■ YOUR INSTRUCTIONS ■
Line by line, copy the entries exactly, excluding the pictures.
-- Opening Marker --
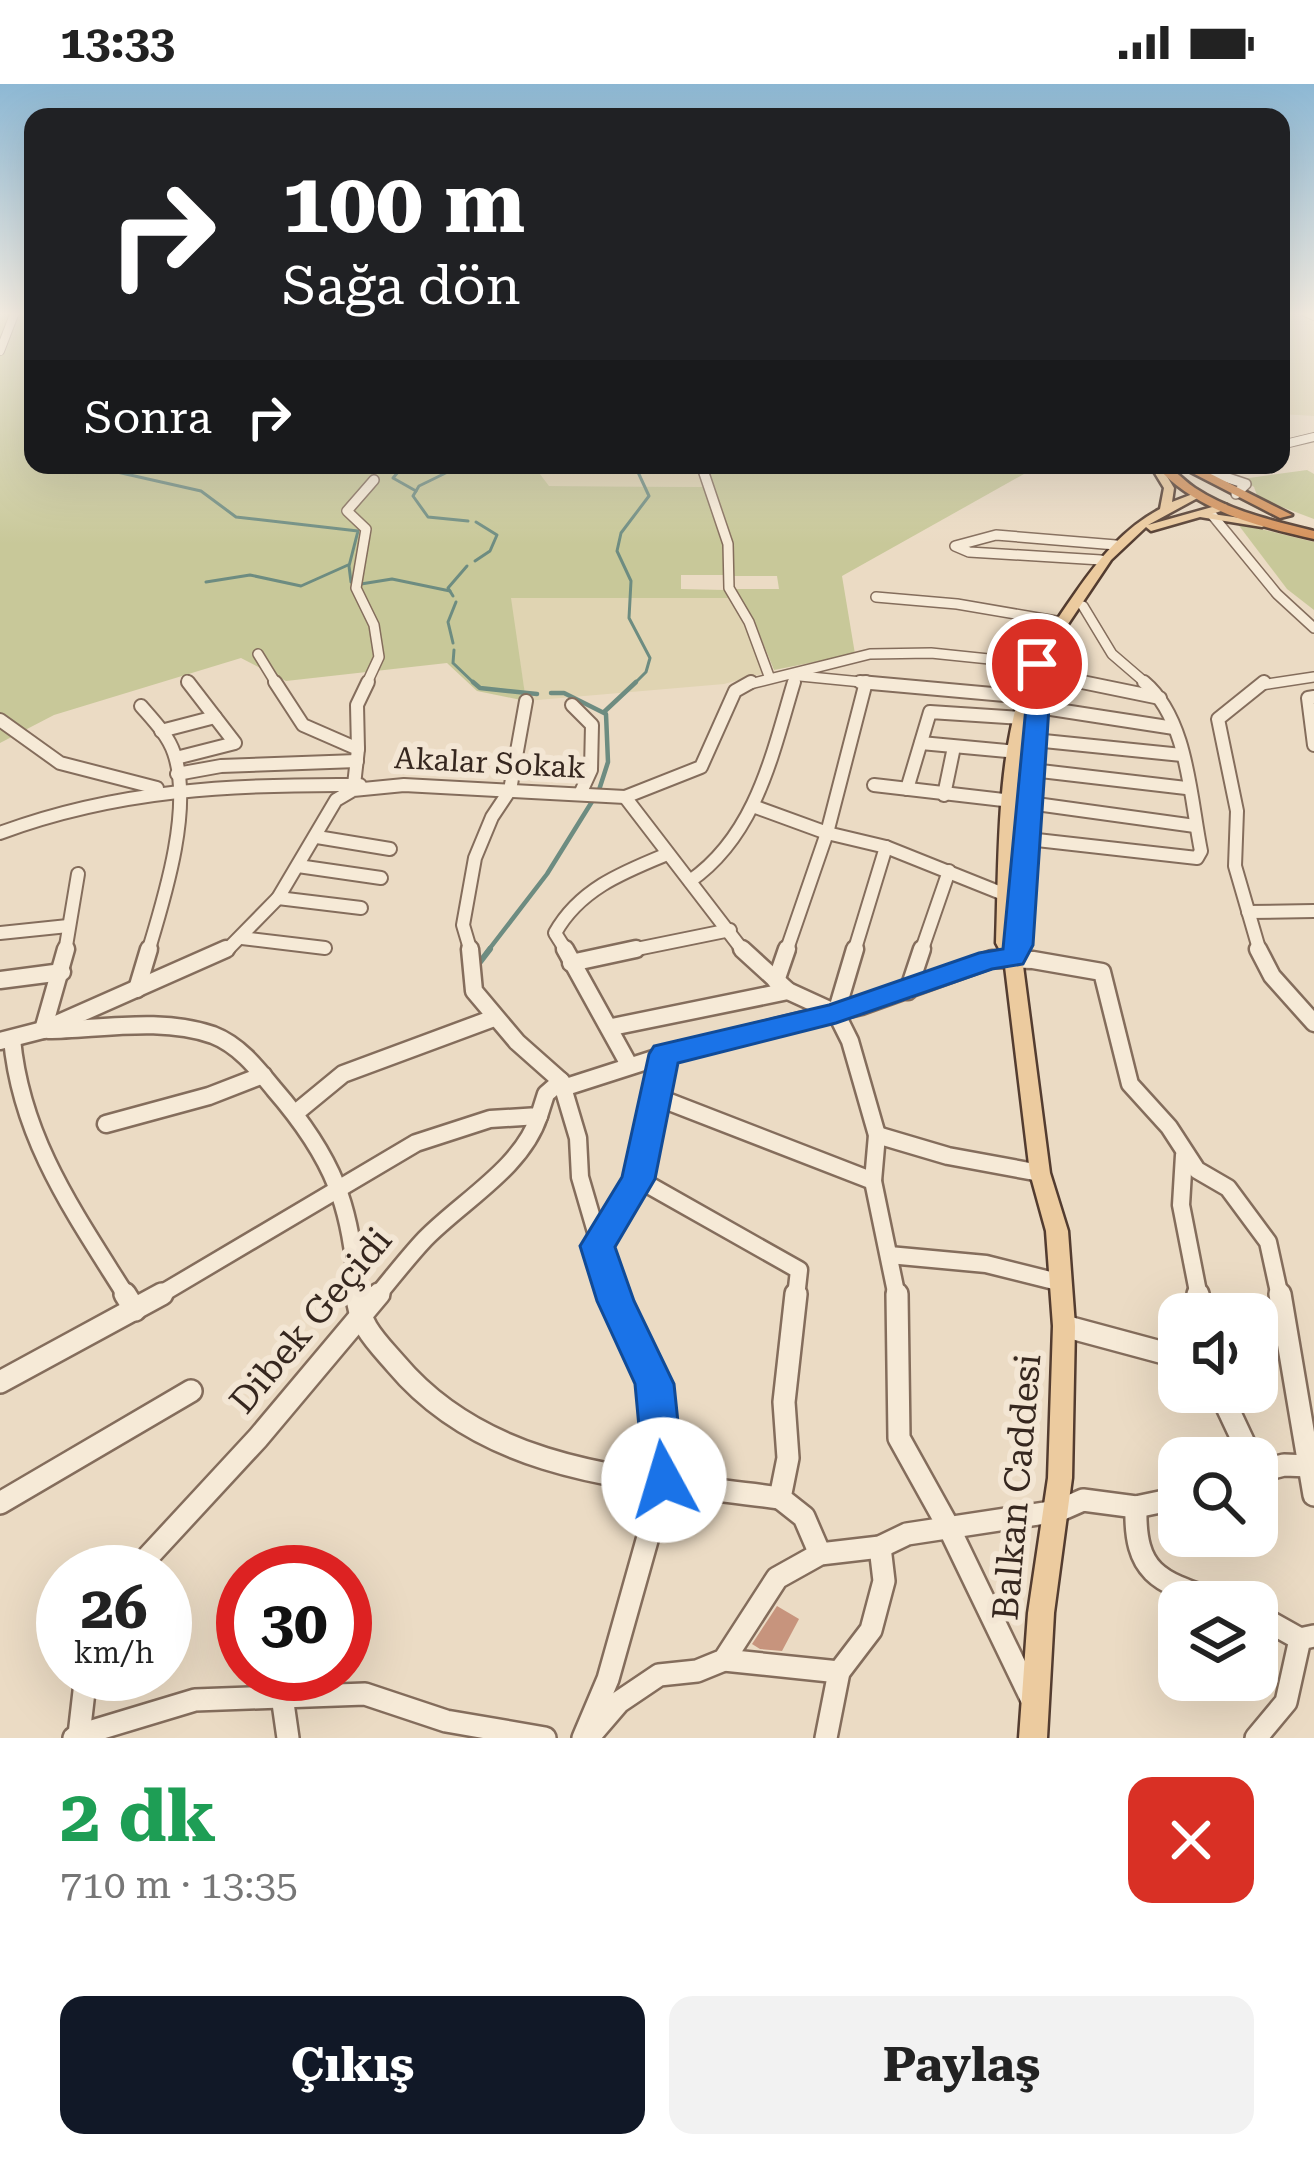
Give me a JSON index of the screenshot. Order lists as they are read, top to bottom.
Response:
{
  "streets": {
    "main road": ["Balkan Caddesi"],
    "street": ["Akalar Sokak", "Dibek Geçidi"]
  },
  "page": {
    "status": "13:33",
    "turn": ["100 m", "Sağa dön"],
    "then": "Sonra",
    "speed": "26 km/h",
    "limit": "30",
    "heading": ["2 dk", "710 m · 13:35"],
    "buttons": ["Çıkış", "Paylaş"]
  }
}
-- Closing Marker --
■ SOLVED PROBLEM ■
Give me a JSON index of the screenshot. Order lists as they are read, top to bottom.
Response:
{
  "streets": {
    "main road": ["Balkan Caddesi"],
    "street": ["Akalar Sokak", "Dibek Geçidi"]
  },
  "page": {
    "status": "13:33",
    "turn": ["100 m", "Sağa dön"],
    "then": "Sonra",
    "speed": "26 km/h",
    "limit": "30",
    "heading": ["2 dk", "710 m · 13:35"],
    "buttons": ["Çıkış", "Paylaş"]
  }
}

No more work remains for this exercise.